Art Heist is a crafty exploration into the nature of and what constitutes art. Jack Bradfield’s play is masterfully brought to life by the talented players Alice Boyd, Serena Yagoub, Will Spence, and Rosa Garland, who flourish on stage as parodies of various art theft criminals.
What is striking about this production is the flow from fluid stylised movement into casual and naturalistic fourth wall breaking. Boyd in particular does this with panache, and is able to bridge the gap between the two as a semi-narrator with adept ability. We are introduced to three characters with cliched intentions, each played with gusto, for stealing the artwork, which is a frame encircling a blank space. This seemingly bizarre statement is part of a wider commentary on what forms art that occurs during the play. If a shoe is placed on a white plinth with a placard describing it, does that make it art?

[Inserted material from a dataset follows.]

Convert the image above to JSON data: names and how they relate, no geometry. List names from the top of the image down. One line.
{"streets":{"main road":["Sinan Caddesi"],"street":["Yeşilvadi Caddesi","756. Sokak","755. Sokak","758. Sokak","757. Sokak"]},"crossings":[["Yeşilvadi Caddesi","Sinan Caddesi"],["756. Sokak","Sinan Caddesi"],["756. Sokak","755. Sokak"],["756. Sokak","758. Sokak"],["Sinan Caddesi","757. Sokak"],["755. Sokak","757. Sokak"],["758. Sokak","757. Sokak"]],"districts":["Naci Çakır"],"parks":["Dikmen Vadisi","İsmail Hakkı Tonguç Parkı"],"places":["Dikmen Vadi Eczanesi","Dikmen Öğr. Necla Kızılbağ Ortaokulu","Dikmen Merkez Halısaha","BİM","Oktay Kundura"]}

This is what Art Heist does so skilfully. It takes these high-flung conceptual ideas and hides them within the pacy dialogue, meaning at no point is the audience lectured regarding them. Towards the end of the play, the audience itself is immersed in a world of meta-theatrics and meta-art; the watchers becoming the artwork. The blending of the safe space of the audience and the danger of the stage is what Poltergeist Theatre do best in Art Heist, never allowing the audience to feel the sense of ease that comes with detachment.

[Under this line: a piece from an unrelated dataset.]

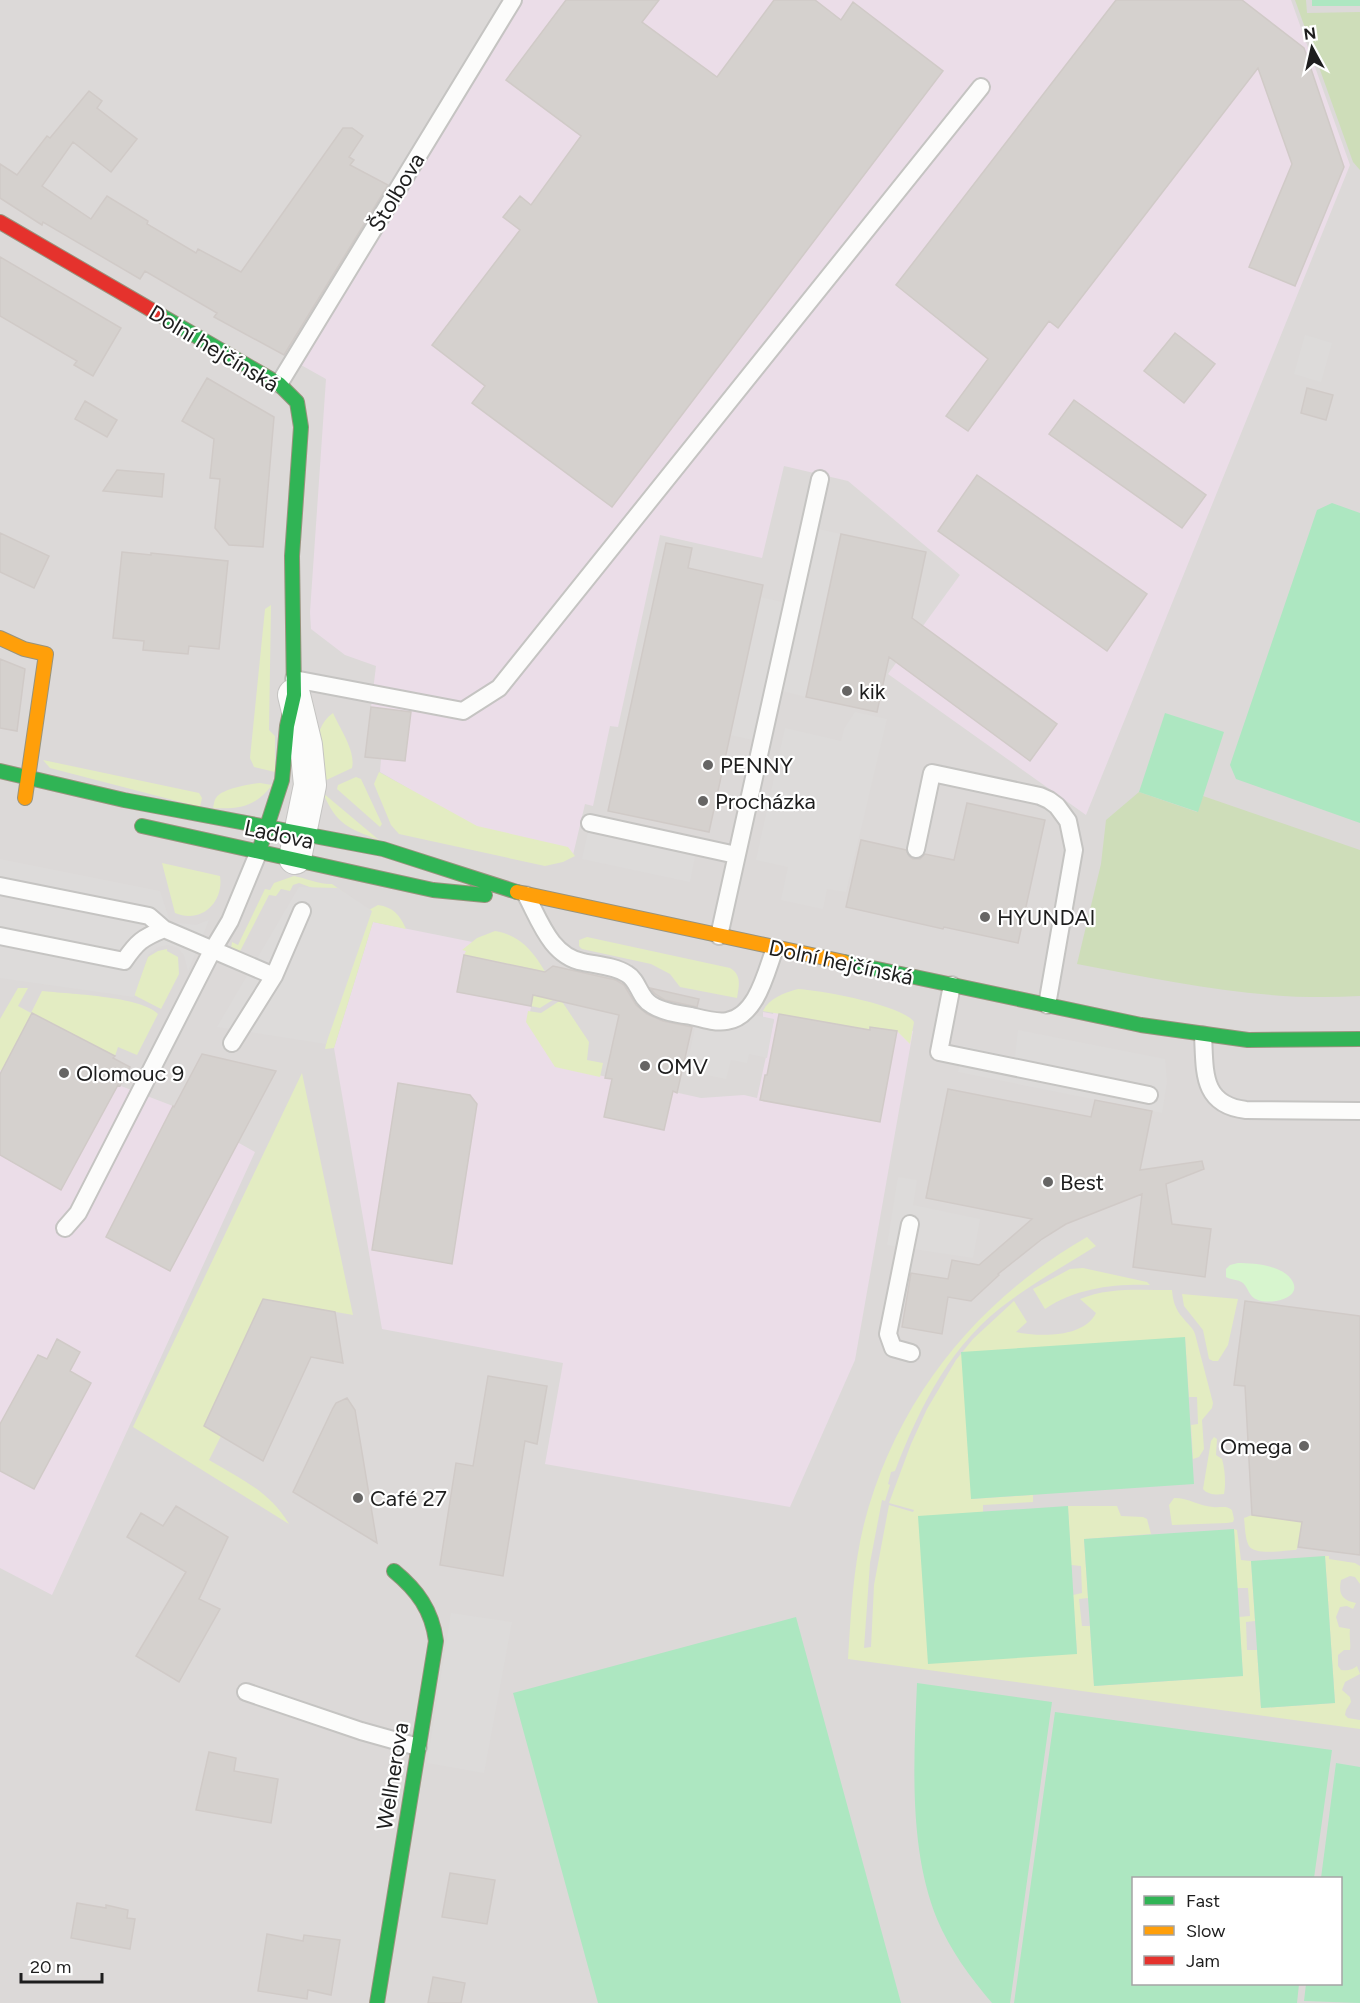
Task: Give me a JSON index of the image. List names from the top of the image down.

The set - comprised of two plinths, a couple of cameras, and a desk where the VFX is ostensibly operated - supports this blending. These are all accompanied by an individual placard a la art gallery, far too small for an audience to read at a distance, yet meticulously detailed nonetheless. Bradfield’s Art Heist is able to use a fine brush as well as a broad one in painting the canvas of its theatrical world. Such immersion leaves the audience, at the final curtain, questioning where the play and the art ends and the real world begins.